Евгений улыбнулся уголками губ. Выбритое лицо не избавилось от печати напускного безразличия.
«Как скажешь, сестрёнка, как скажешь…»
– Гадают твои прорабы, устанавливая сроки.
– Хочешь поскорее от меня избавиться? – Евгений поднялся с кровати. – Двоим тут тесновато, не спорю. Мать могла бы подарить тебе коробку попросторнее. Хочешь себе отдельное крыло? Места хватит всем, тем более что остальные прекрасно умещаются в шкафу.
– Меня и эта коробка устраивает. Даже думать не хочу, во что ты превратишь подвал.
«В пыточную или в холодильник для шлюх». Вика не была уверена, действительно ли эта мысль принадлежала ей, или она все же была услышана от брата. Чрезмерная эмпатия размывает личность.
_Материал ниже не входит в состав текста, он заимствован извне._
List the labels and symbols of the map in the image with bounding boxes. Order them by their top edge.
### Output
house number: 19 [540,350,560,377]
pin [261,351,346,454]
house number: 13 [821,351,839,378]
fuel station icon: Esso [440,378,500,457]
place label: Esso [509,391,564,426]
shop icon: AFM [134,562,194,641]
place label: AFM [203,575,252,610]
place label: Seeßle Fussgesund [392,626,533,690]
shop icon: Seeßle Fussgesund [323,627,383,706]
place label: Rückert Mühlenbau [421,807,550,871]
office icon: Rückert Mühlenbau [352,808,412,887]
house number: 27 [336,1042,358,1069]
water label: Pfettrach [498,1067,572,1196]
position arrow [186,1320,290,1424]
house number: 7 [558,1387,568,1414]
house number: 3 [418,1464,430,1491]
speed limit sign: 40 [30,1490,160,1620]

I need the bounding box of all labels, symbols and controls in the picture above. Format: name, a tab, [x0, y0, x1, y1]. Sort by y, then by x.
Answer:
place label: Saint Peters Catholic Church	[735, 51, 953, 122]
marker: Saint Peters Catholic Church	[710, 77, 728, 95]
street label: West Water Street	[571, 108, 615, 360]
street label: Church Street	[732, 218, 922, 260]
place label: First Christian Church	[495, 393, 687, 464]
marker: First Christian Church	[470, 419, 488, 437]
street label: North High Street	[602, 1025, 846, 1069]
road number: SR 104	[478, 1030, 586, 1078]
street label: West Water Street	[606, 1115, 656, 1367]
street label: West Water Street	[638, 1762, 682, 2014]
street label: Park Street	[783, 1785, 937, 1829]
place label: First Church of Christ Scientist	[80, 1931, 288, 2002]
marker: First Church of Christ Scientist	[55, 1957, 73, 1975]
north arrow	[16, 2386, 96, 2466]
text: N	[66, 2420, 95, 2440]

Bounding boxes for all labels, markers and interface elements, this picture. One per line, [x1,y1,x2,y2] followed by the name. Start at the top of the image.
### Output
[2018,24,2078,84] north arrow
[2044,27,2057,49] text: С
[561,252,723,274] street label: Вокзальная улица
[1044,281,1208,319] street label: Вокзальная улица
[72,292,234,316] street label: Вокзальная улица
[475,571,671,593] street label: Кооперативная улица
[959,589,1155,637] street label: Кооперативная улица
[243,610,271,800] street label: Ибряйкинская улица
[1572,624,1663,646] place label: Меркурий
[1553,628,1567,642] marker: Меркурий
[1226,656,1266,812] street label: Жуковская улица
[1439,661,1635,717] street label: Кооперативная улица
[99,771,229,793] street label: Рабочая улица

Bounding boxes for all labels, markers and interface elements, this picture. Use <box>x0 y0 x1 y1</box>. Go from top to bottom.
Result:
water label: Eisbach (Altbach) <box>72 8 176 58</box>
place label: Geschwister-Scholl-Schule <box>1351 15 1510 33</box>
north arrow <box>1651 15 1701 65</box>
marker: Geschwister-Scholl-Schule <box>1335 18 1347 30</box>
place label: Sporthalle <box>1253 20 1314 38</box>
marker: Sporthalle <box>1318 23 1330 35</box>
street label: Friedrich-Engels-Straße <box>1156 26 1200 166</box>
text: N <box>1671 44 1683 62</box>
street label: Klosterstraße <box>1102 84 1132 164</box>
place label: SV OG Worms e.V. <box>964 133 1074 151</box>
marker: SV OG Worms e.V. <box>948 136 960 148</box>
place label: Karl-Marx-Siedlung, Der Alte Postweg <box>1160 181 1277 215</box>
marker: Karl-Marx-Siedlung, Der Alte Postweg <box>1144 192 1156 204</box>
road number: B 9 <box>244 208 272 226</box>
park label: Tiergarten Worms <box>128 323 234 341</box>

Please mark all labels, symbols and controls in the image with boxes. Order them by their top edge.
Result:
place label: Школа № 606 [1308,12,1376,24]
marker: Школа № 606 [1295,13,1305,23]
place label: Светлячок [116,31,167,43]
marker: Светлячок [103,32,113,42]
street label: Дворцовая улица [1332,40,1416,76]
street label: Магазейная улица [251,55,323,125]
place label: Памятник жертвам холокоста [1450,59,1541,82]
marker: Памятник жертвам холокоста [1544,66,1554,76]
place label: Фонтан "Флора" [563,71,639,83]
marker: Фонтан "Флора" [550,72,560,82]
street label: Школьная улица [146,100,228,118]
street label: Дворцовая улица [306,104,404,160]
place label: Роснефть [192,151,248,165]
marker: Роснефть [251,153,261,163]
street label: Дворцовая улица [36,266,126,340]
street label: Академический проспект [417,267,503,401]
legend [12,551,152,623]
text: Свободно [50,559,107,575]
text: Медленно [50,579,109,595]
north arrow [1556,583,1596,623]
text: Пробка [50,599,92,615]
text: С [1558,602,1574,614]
Чужие мысли замещают собственные.
Улицу всколыхнул шум, от безысходности прозванный в народе музыкой. Выкрученные на максимум басы пережёвывали мелодии в зародыше, изредка выплёвывая шелуху отдельных синтезаторных нот. Смысл слов, если таковой в них закладывался, бесследно ускользал от невольных слушателей; лишь магия сведения мешала неразборчивому бубнежу потонуть в потоке бита и слиться с ним.
– Что-нибудь придумаю, – сказал Евгений и, поморщившись, выглянул в окно.
Источник шума, кислотно-зелёный кроссовер с тонированными стёклами, вынырнул из-за угла и заехал на тротуар у соседнего дома. Водитель не торопился убавлять громкость. Евгений упёрся ладонями в подоконник, а взглядом – в капот автомобиля. Вика вернулась к своим мониторам. Покрытая шрамами спина брата загораживала вид на тёмные окна, но смотреть было не на что. Самое интересное скрыто от глаз, и порой не зря. Годы, проведённые с Евгением и Матерью под одной, ныне рухнувшей, крышей, научили Вику держать порывы любопытства в себе, а язык – за зубами, если ставки невысоки.
А иначе образованные и воспитанные горожане сбросят маски и соберутся в толпы, как средневековые крестьяне.